Data for the task –
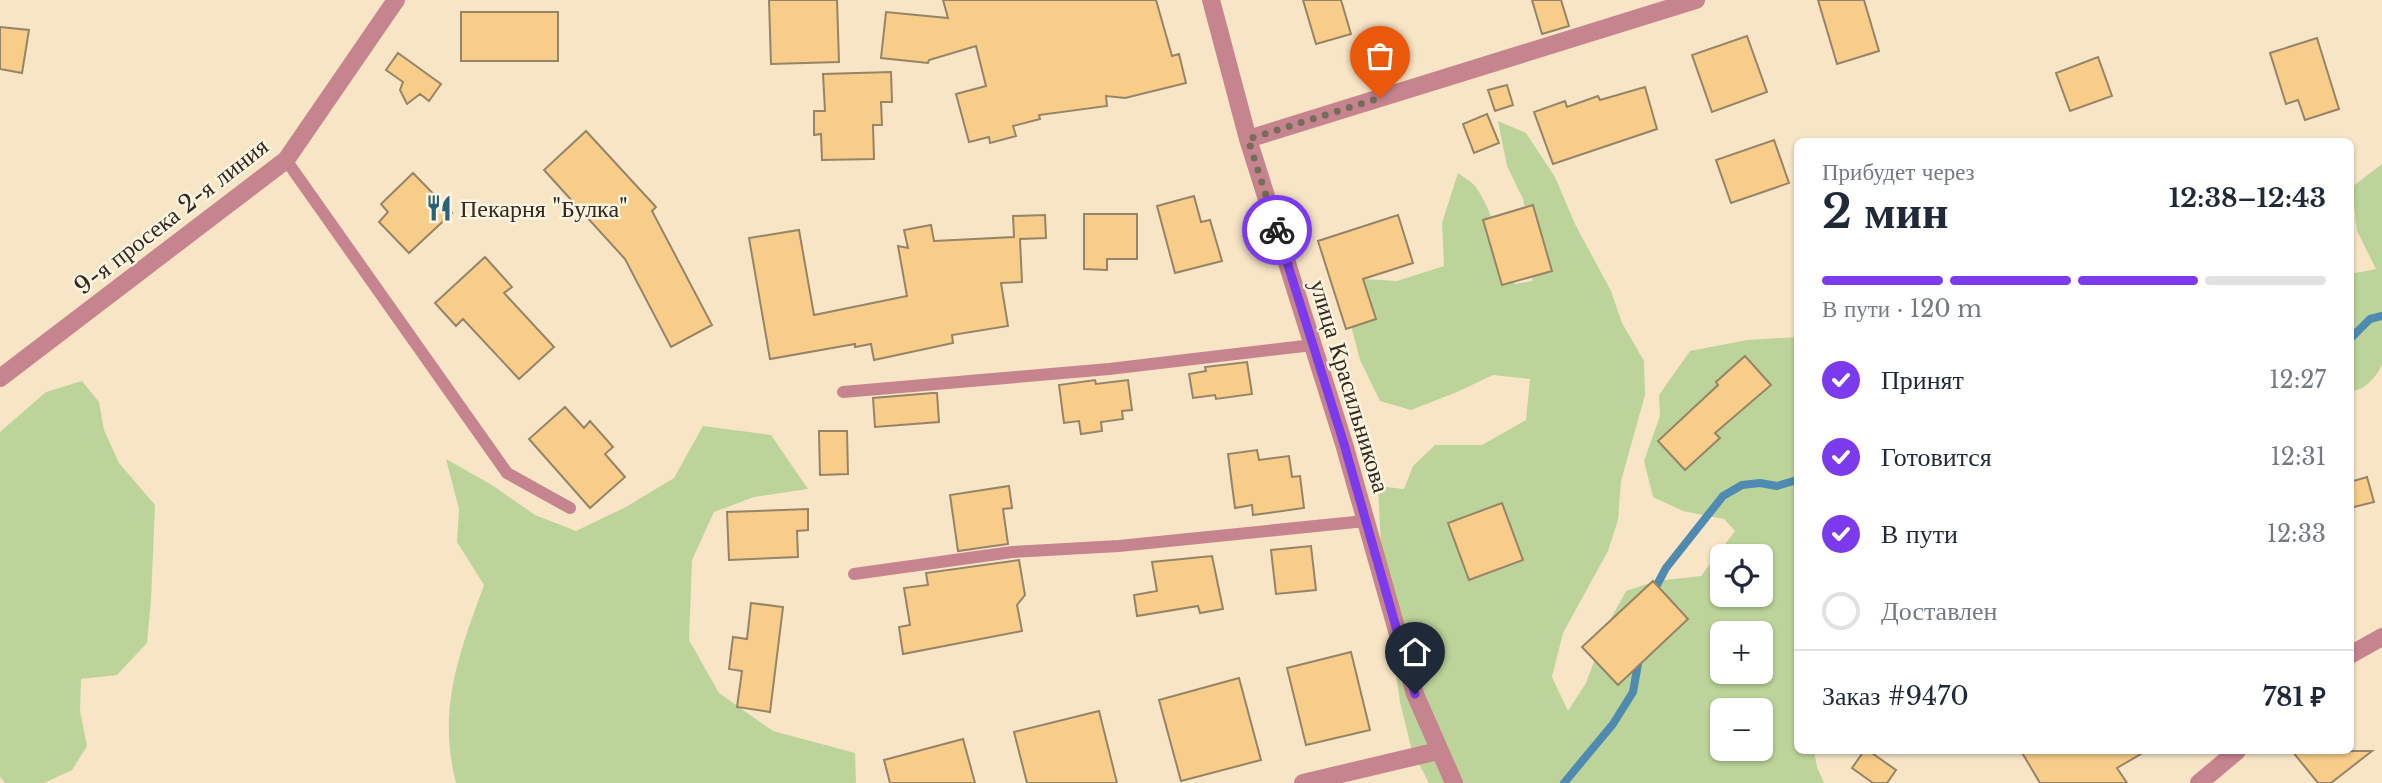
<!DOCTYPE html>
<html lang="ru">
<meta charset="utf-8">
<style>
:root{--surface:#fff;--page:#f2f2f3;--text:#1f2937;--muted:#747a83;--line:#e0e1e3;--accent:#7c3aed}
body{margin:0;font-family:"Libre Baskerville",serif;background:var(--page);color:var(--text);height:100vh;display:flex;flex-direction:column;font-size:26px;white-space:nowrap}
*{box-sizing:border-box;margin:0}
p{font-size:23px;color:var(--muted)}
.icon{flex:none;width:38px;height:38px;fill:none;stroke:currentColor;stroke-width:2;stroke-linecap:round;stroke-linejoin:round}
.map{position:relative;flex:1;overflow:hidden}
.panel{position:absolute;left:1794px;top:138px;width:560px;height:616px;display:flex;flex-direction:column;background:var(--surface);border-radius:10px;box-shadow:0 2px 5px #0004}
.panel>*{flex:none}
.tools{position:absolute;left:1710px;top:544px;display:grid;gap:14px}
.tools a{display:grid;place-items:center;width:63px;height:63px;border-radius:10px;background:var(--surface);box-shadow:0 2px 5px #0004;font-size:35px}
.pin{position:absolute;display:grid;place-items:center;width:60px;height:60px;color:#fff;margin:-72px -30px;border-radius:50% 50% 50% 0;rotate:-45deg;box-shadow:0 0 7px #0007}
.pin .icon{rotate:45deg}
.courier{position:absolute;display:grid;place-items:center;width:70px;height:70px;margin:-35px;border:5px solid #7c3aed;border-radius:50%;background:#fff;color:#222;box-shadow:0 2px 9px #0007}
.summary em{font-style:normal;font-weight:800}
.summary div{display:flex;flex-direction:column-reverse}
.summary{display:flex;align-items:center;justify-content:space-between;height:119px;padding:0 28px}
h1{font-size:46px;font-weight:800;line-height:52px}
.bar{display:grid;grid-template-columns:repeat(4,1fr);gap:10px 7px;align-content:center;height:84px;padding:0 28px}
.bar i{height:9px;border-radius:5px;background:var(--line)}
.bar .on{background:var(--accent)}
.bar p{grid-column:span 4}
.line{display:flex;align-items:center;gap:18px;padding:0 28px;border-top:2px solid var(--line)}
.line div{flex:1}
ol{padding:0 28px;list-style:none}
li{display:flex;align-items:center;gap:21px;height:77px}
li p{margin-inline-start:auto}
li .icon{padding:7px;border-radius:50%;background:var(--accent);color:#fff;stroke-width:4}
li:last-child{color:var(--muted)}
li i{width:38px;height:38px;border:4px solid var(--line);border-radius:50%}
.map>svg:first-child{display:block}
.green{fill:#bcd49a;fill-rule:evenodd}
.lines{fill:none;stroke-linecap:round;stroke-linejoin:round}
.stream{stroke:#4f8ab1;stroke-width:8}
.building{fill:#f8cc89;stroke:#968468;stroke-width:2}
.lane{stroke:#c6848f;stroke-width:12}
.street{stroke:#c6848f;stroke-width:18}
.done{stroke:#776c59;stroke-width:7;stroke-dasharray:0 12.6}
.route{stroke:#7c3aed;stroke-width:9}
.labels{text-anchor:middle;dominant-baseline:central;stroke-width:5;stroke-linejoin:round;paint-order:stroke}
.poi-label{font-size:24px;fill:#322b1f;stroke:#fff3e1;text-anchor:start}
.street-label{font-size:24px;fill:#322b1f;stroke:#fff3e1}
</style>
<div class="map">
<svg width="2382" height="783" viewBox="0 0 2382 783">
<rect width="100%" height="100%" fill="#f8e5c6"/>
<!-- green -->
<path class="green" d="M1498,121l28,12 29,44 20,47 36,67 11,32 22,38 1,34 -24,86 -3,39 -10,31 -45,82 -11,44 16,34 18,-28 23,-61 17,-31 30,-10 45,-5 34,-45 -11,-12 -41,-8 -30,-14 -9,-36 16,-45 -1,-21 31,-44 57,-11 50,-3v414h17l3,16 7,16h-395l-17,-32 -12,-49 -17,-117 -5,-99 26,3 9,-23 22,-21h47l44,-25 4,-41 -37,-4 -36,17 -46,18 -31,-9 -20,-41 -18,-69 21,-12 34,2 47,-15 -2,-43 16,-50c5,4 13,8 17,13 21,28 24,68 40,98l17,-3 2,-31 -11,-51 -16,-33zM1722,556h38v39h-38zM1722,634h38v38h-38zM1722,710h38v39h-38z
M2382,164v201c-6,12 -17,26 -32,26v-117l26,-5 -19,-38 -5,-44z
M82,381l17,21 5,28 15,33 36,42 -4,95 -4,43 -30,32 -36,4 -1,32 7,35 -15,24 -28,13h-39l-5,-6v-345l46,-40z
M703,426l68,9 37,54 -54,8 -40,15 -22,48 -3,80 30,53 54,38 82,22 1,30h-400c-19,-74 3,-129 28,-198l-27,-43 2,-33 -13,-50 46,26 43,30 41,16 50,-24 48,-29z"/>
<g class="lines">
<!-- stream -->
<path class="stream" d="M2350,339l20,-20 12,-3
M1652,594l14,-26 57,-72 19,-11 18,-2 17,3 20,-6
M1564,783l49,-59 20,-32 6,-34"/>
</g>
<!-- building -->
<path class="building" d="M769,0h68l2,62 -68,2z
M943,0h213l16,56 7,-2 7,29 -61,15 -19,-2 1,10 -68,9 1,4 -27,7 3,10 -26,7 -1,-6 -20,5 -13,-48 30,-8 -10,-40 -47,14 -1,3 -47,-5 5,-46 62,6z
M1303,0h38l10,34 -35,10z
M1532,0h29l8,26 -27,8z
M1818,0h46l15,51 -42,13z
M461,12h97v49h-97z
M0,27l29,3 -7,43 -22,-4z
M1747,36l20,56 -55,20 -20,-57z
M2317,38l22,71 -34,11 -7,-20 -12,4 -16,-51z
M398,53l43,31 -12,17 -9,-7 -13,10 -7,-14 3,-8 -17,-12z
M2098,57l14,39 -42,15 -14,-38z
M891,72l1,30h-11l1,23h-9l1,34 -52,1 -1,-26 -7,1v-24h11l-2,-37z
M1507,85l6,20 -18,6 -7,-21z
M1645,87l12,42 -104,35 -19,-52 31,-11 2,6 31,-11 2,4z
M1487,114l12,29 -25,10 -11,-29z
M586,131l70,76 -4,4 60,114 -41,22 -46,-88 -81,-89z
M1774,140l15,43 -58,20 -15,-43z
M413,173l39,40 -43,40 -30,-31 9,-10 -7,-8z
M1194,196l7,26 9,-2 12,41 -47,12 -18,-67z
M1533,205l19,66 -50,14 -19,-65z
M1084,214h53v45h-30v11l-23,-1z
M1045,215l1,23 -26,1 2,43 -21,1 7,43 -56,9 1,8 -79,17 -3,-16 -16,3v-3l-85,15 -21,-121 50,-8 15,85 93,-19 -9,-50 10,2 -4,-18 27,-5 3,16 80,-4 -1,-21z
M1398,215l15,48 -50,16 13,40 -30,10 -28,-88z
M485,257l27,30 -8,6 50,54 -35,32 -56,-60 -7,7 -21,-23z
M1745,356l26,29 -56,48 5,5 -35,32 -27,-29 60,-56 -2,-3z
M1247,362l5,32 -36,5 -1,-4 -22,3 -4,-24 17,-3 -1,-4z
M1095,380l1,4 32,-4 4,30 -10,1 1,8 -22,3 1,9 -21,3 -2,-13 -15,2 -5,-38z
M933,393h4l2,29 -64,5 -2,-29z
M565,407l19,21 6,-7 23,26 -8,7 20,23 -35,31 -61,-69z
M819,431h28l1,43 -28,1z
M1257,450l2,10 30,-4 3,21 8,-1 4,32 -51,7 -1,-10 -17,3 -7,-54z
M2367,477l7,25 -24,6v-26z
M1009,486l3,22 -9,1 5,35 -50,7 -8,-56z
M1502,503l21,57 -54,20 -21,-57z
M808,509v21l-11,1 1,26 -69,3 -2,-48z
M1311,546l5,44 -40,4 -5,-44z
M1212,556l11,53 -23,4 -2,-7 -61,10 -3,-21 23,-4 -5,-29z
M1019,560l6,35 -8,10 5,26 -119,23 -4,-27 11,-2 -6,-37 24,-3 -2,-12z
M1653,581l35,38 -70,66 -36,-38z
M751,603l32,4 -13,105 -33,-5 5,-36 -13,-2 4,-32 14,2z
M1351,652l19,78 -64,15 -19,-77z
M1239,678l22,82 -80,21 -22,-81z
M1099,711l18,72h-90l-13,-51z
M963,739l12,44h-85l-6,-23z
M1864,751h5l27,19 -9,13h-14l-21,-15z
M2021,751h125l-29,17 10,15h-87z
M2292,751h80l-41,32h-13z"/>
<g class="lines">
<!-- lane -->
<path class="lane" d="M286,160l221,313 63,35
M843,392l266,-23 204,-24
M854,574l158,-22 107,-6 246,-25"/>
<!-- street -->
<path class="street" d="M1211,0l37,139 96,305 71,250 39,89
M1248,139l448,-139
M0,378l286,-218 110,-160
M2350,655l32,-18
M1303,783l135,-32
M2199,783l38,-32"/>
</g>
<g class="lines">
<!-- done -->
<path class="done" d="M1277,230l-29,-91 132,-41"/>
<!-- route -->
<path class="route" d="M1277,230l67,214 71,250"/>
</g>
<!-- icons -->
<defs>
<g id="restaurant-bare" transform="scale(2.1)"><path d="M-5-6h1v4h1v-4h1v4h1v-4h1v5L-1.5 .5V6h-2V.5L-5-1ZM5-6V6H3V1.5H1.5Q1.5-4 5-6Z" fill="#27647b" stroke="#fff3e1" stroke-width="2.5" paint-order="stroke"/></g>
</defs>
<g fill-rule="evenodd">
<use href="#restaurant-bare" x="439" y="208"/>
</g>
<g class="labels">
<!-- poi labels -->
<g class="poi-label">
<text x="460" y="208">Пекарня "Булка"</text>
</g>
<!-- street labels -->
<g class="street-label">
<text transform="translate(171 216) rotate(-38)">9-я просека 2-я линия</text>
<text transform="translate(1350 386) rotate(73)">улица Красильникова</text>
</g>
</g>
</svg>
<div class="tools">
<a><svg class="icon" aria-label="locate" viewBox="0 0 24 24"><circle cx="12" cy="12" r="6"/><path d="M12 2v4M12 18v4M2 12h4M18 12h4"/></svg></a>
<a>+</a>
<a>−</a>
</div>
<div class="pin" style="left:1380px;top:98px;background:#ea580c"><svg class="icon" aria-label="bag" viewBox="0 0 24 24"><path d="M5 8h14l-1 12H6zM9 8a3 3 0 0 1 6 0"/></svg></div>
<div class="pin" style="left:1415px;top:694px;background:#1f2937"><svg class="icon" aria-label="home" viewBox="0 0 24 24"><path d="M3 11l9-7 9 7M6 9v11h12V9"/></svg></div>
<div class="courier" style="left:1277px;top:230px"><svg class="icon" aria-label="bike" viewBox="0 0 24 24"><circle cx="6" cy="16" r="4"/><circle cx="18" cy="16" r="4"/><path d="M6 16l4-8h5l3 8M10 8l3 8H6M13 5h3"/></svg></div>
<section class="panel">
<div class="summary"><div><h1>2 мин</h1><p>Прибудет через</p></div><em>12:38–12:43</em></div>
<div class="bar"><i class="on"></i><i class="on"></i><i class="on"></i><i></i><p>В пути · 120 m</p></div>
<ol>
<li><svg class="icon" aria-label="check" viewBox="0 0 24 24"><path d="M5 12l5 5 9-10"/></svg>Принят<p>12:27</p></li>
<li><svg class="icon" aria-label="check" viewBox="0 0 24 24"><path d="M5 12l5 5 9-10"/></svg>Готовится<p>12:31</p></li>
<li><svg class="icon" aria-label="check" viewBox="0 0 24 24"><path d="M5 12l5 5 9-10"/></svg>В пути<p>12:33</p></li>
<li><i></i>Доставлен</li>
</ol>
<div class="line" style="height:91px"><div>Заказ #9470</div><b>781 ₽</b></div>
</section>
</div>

About this task – Output the lines of the records above exactly as they appear, from the line containing "M843,392l266,-23 204,-24" through the line containing "11l9-7 9 7M6".

Reply to the exercise –
M843,392l266,-23 204,-24
M854,574l158,-22 107,-6 246,-25"/>
<!-- street -->
<path class="street" d="M1211,0l37,139 96,305 71,250 39,89
M1248,139l448,-139
M0,378l286,-218 110,-160
M2350,655l32,-18
M1303,783l135,-32
M2199,783l38,-32"/>
</g>
<g class="lines">
<!-- done -->
<path class="done" d="M1277,230l-29,-91 132,-41"/>
<!-- route -->
<path class="route" d="M1277,230l67,214 71,250"/>
</g>
<!-- icons -->
<defs>
<g id="restaurant-bare" transform="scale(2.1)"><path d="M-5-6h1v4h1v-4h1v4h1v-4h1v5L-1.5 .5V6h-2V.5L-5-1ZM5-6V6H3V1.5H1.5Q1.5-4 5-6Z" fill="#27647b" stroke="#fff3e1" stroke-width="2.5" paint-order="stroke"/></g>
</defs>
<g fill-rule="evenodd">
<use href="#restaurant-bare" x="439" y="208"/>
</g>
<g class="labels">
<!-- poi labels -->
<g class="poi-label">
<text x="460" y="208">Пекарня "Булка"</text>
</g>
<!-- street labels -->
<g class="street-label">
<text transform="translate(171 216) rotate(-38)">9-я просека 2-я линия</text>
<text transform="translate(1350 386) rotate(73)">улица Красильникова</text>
</g>
</g>
</svg>
<div class="tools">
<a><svg class="icon" aria-label="locate" viewBox="0 0 24 24"><circle cx="12" cy="12" r="6"/><path d="M12 2v4M12 18v4M2 12h4M18 12h4"/></svg></a>
<a>+</a>
<a>−</a>
</div>
<div class="pin" style="left:1380px;top:98px;background:#ea580c"><svg class="icon" aria-label="bag" viewBox="0 0 24 24"><path d="M5 8h14l-1 12H6zM9 8a3 3 0 0 1 6 0"/></svg></div>
<div class="pin" style="left:1415px;top:694px;background:#1f2937"><svg class="icon" aria-label="home" viewBox="0 0 24 24"><path d="M3 11l9-7 9 7M6 9v11h12V9"/></svg></div>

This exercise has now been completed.